▸ Work instructions
Copy out all the lines in the records that include the word "tools".

==== Information supplied

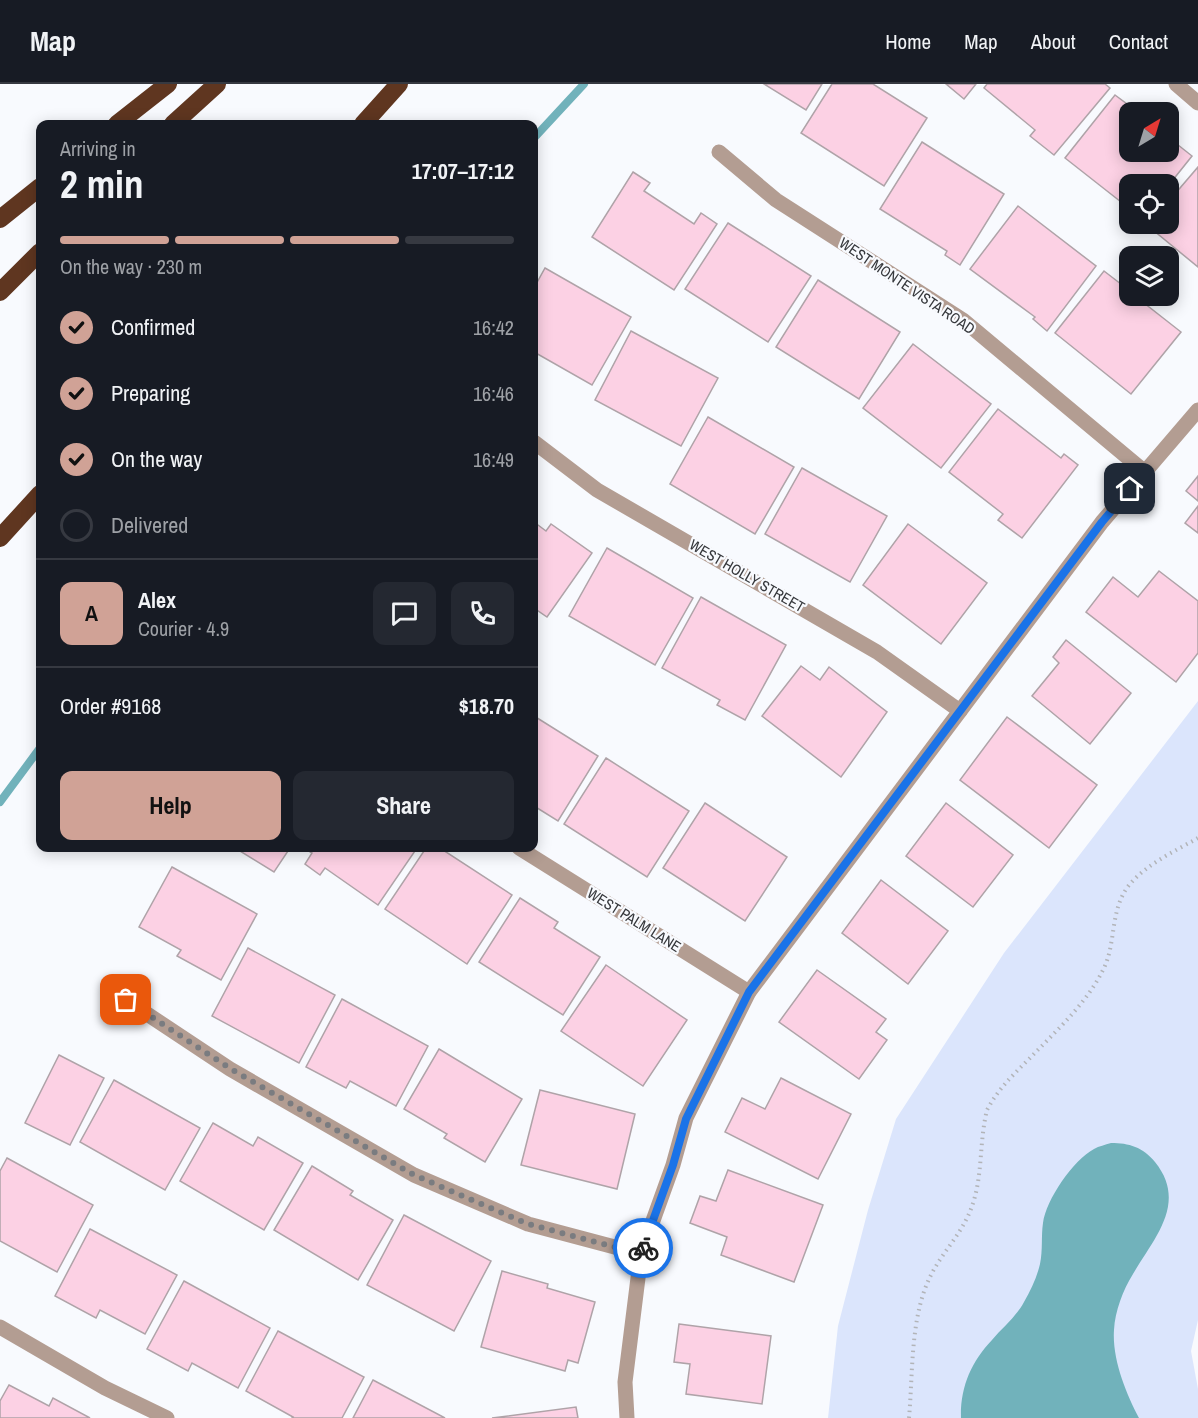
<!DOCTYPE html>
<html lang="en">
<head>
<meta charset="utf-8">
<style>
  body { margin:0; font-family:"Archivo Narrow",sans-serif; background:#242831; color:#f1f3f6; height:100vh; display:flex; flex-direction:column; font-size:22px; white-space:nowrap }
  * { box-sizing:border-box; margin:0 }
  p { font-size:20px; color:#9ea1a6 }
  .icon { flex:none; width:33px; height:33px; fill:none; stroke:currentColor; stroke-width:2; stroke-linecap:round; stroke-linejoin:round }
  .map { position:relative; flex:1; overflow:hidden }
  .sheet { position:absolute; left:36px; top:36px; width:502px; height:732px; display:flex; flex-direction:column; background:#171b24; border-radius:12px; box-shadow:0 3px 15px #0003 }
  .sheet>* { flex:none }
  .needle { width:39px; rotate:38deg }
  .tools { position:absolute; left:1119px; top:18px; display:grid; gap:12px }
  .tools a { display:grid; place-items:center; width:60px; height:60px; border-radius:12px; background:#171b24; box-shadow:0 3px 15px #0003; font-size:30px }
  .pin { position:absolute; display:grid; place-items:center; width:51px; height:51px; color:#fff; margin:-26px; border-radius:12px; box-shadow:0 3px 9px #0006 }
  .courier { position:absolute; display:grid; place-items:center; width:60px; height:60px; margin:-30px; border:4px solid #1a73e8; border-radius:50%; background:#fff; color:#222; box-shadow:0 2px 8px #0007 }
  .overview em { font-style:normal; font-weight:700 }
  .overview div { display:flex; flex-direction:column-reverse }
  .overview { display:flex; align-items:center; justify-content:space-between; height:102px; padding:0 24px }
  h1 { font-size:39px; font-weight:700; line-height:45px }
  .bar { display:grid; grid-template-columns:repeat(4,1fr); gap:9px 6px; align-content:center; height:72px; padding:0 24px }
  .bar i { height:8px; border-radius:4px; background:#363941 }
  .bar .current { background:#d0a296 }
  .bar p { grid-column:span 4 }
  .line { display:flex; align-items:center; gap:15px; padding:0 24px; border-top:2px solid #363941 }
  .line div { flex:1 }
  .round { display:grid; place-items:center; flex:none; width:63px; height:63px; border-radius:12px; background:#242831 }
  ol { padding:0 24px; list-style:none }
  li { display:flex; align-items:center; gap:18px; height:66px }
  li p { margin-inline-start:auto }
  li .icon { padding:6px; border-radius:50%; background:#d0a296; color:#111; stroke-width:4 }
  li:last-child { color:#9ea1a6 }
  li i { width:33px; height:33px; border:3px solid #363941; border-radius:50% }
  .primary-button { display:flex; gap:12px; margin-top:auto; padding:12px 24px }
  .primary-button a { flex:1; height:69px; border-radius:12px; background:#d0a296; color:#111; font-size:24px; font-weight:700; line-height:69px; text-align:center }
  .primary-button a+a { background:#242831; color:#f1f3f6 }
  header { display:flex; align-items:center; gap:36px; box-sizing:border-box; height:84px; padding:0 30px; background:#171b24; border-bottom:2px solid #363941 }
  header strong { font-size:28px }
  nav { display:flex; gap:33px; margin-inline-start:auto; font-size:21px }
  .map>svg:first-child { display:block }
  .green { fill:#dbe5fc }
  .water { fill:#71b2bb }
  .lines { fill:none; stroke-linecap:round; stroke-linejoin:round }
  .stream { stroke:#71b2bb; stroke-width:8 }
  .building { fill:#fcd1e4; stroke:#afa3a8; stroke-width:1.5 }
  .path { stroke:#b2b4b8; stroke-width:4; stroke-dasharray:1.5 4.5; stroke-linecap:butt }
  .minor { stroke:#b39d92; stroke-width:15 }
  .highway { stroke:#5f3620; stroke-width:18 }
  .done { stroke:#7a7c80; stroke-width:6; stroke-dasharray:0 10.8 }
  .route { stroke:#1a73e8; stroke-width:8 }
  .labels { text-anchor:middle; stroke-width:4.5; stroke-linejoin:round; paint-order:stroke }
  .street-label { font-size:15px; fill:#36383c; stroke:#f8fafe }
</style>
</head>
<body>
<header>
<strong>Map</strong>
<nav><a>Home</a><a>Map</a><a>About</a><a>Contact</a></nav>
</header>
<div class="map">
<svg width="1198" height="1334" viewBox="0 0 1198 1334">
  <rect width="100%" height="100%" fill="#f8fafe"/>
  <!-- green -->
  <path class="green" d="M 1198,617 L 1198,1236 L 1191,1267 L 1198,1305 L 1198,1334 L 828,1334 L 838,1242 L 868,1126 L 896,1035 L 1004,869 Z"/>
  <!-- water -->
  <path class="water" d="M 1111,1059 C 1129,1059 1143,1063 1155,1078 C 1188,1119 1154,1154 1133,1190 C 1123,1206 1115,1227 1114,1246 C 1112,1275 1126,1309 1139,1334 L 961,1334 C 960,1304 971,1278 992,1256 C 1003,1243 1016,1233 1024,1218 C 1031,1206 1037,1193 1040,1180 C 1043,1166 1041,1152 1043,1139 C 1046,1116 1073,1076 1094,1065 C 1099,1062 1105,1061 1111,1059 Z"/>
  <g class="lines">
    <!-- stream -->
    <g class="stream">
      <path d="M 534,54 L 584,0"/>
      <path d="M 0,718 L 40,664"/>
    </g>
  </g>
  <!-- building -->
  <g class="building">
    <path d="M 764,0 L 822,0 L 806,26 Z"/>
    <path d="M 832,0 L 873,0 L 927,34 L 884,102 L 801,49 Z"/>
    <path d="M 946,0 L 976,0 L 964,15 Z"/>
    <path d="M 987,0 L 1105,0 L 1110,4 L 1054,71 L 1030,52 L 1035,46 L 984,4 Z"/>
    <path d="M 1115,11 L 1131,23 L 1124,32 L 1130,36 L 1130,68 L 1168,68 L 1168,53 L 1192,72 L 1168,102 L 1168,100 L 1130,100 L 1130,125 L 1065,74 Z"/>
    <path d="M 922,58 L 1004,110 L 960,181 L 945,171 L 947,167 L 880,125 Z"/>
    <path d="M 1198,83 L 1198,183 L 1148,142 L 1150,140 L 1168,140 L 1168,118 Z"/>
    <path d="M 633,88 L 650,99 L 644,107 L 694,140 L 701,129 L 717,140 L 674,206 L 592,153 Z"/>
    <path d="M 1018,122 L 1096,182 L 1047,247 L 1033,235 L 1035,233 L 970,185 Z"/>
    <path d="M 728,139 L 811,192 L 768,258 L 685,205 Z"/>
    <path d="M 545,184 L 631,233 L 592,301 L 534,268 L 534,204 Z"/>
    <path d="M 1104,187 L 1130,207 L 1130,212 L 1135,212 L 1181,248 L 1131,310 L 1055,249 Z"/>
    <path d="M 818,196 L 900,248 L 859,315 L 776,263 Z"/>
    <path d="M 631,247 L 718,294 L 681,362 L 595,316 Z"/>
    <path d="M 913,260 L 991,320 L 941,384 L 863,324 Z"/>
    <path d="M 998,325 L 1061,374 L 1064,370 L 1078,381 L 1022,454 L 998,436 L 1003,430 L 949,388 Z"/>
    <path d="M 708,333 L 794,383 L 755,450 L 670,400 Z"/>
    <path d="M 802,384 L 887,432 L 850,498 L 765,450 Z"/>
    <path d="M 1198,392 L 1198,417 L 1186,407 Z"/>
    <path d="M 1198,422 L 1198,449 L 1185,439 Z"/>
    <path d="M 534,438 L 546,447 L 551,440 L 592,469 L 547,533 L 534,524 Z"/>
    <path d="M 908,440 L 987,499 L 941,560 L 863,501 Z"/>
    <path d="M 607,464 L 693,514 L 655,581 L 569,532 Z"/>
    <path d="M 1159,487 L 1198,517 L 1198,569 L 1176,598 L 1086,528 L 1113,493 L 1138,513 Z"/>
    <path d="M 701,513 L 786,561 L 745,636 L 717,621 L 720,616 L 662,584 Z"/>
    <path d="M 1066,556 L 1131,609 L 1090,660 L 1032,612 L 1059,579 L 1053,573 Z"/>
    <path d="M 801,582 L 820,596 L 829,583 L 887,628 L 841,693 L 762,632 Z"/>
    <path d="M 534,632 L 598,672 L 558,737 L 534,722 Z"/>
    <path d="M 1007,633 L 1097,701 L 1049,764 L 960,696 Z"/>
    <path d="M 606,674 L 689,727 L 647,793 L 564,740 Z"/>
    <path d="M 705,719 L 787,773 L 745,837 L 663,784 Z"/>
    <path d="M 946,719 L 1013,771 L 973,823 L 906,772 Z"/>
    <path d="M 235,764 L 290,764 L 274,788 Z"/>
    <path d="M 304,764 L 417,764 L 378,821 L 325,784 L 320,791 L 305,780 L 312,769 Z"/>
    <path d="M 426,764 L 440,764 L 512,811 L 467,880 L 385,825 Z"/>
    <path d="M 172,783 L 257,830 L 221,896 L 177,872 L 181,866 L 139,843 Z"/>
    <path d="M 881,796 L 948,847 L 908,900 L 842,849 Z"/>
    <path d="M 520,814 L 558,838 L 554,844 L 600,873 L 563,931 L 479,878 Z"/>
    <path d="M 248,864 L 335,911 L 299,979 L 212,932 Z"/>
    <path d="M 606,881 L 687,936 L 643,1002 L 561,947 Z"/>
    <path d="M 817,886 L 886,935 L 876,948 L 887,956 L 859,995 L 779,938 Z"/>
    <path d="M 342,915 L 428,962 L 396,1022 L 350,997 L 346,1004 L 306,983 Z"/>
    <path d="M 439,965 L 522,1015 L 485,1078 L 444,1054 L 447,1050 L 404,1025 Z"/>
    <path d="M 59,971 L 104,994 L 70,1061 L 25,1039 Z"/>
    <path d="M 781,994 L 851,1030 L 818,1095 L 725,1048 L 742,1014 L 765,1025 Z"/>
    <path d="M 114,996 L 200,1044 L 165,1106 L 80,1058 Z"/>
    <path d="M 540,1006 L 635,1030 L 617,1105 L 521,1081 Z"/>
    <path d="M 213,1039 L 253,1062 L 258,1053 L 303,1079 L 264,1146 L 180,1097 Z"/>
    <path d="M 7,1074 L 93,1121 L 57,1188 L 0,1157 L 0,1087 Z"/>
    <path d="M 312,1082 L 353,1107 L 350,1111 L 393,1136 L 358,1196 L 274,1146 Z"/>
    <path d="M 728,1086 L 823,1121 L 794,1198 L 721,1171 L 727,1153 L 690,1139 L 700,1112 L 716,1117 Z"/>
    <path d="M 404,1131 L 491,1177 L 454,1247 L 367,1201 Z"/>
    <path d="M 90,1145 L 177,1191 L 145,1250 L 100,1226 L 96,1234 L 55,1212 Z"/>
    <path d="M 502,1187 L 548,1200 L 547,1204 L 595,1218 L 578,1279 L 568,1276 L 565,1287 L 481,1263 Z"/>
    <path d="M 184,1197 L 270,1244 L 238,1304 L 192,1279 L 188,1287 L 147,1265 Z"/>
    <path d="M 679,1240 L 771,1252 L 762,1320 L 686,1310 L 690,1280 L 674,1278 Z"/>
    <path d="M 278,1247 L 364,1293 L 342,1334 L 292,1334 L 293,1333 L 246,1307 Z"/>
    <path d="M 373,1296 L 445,1334 L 353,1334 Z"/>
    <path d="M 9,1301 L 49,1322 L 53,1314 L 90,1334 L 0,1334 L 0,1317 Z"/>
    <path d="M 576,1323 L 578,1334 L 492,1334 Z"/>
  </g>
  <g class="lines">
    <!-- path -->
    <path class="path" d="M 909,1334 C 913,1290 910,1234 930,1193 C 942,1168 963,1149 972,1122 C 983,1092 979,1058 987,1026 C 998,1005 1014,990 1030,974 C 1056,947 1086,920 1103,886 C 1117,859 1109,825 1130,800 C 1147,780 1175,767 1198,754"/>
    <!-- minor -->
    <g class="minor">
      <path d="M 1176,0 L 1198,19"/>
      <path d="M 719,68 L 776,116 L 963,236 L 1145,388"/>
      <path d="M 534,358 L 597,406 L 877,568 L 960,627"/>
      <path d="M 519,764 L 749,908"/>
      <path d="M 126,916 L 230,985 L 414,1091 L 528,1140 L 641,1170"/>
      <path d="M 0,1243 L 105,1304 L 167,1334"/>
      <path d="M 627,1334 L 625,1298 L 641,1170 L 673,1081 L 686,1034 L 749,908 L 1102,438 L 1198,326"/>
    </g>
    <!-- highway -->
    <g class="highway">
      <path d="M 117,40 L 168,0"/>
      <path d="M 173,40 L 217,0"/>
      <path d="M 363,40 L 399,0"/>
      <path d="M 0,135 L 40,103"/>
      <path d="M 0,208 L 40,168"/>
      <path d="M 0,454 L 40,410"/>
    </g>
  </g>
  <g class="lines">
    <!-- done -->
    <path class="done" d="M 126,916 L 231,985 L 414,1091 L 528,1140 L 641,1170 L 643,1164"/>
    <!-- route -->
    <path class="route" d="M 643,1164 L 673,1081 L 686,1035 L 749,908 L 1102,438 L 1130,405"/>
  </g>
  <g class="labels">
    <!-- street labels -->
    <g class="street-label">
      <text transform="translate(907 202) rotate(34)" y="5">WEST MONTE VISTA ROAD</text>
      <text transform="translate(747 492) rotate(30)" y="5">WEST HOLLY STREET</text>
      <text transform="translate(634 836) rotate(32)" y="5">WEST PALM LANE</text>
    </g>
  </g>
</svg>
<div class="tools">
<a><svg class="needle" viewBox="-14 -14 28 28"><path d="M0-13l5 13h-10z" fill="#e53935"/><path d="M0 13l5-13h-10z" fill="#9ea1a6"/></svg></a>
<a><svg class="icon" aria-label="locate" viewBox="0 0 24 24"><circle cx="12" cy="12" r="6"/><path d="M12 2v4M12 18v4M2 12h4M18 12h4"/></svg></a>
<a><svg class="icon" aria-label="layers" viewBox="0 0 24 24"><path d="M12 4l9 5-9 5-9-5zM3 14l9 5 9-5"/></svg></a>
</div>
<div class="pin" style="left:126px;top:916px;background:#ea580c"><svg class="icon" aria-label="bag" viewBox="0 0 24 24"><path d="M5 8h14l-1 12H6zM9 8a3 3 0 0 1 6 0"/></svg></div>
<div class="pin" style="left:1130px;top:405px;background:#1f2937"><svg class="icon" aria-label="home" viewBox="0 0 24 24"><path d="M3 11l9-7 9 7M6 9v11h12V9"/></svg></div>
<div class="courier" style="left:643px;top:1164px"><svg class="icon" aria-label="bike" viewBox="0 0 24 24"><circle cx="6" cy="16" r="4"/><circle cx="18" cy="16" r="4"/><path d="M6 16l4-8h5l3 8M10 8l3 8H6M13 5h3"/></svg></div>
<section class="sheet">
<div class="overview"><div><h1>2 min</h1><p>Arriving in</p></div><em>17:07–17:12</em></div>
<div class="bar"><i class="current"></i><i class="current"></i><i class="current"></i><i></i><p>On the way · 230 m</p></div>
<ol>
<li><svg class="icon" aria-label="check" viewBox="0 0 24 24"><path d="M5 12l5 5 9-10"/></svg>Confirmed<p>16:42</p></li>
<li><svg class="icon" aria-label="check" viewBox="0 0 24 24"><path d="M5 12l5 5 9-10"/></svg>Preparing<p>16:46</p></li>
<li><svg class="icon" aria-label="check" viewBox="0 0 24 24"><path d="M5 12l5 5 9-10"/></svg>On the way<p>16:49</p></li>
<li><i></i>Delivered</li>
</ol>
<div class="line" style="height:108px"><b class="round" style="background:#d0a296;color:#111">A</b><div><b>Alex</b><p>Courier · 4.9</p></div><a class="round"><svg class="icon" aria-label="chat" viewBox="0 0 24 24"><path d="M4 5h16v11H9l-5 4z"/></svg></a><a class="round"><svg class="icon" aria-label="phone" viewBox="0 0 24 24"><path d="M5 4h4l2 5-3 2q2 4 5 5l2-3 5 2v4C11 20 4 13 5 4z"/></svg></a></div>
<div class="line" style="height:78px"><div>Order #9168</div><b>$18.70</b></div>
<div class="primary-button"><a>Help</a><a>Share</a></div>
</section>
</div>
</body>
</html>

========

▸ Result for this task
  .tools { position:absolute; left:1119px; top:18px; display:grid; gap:12px }
  .tools a { display:grid; place-items:center; width:60px; height:60px; border-radius:12px; background:#171b24; box-shadow:0 3px 15px #0003; font-size:30px }
<div class="tools">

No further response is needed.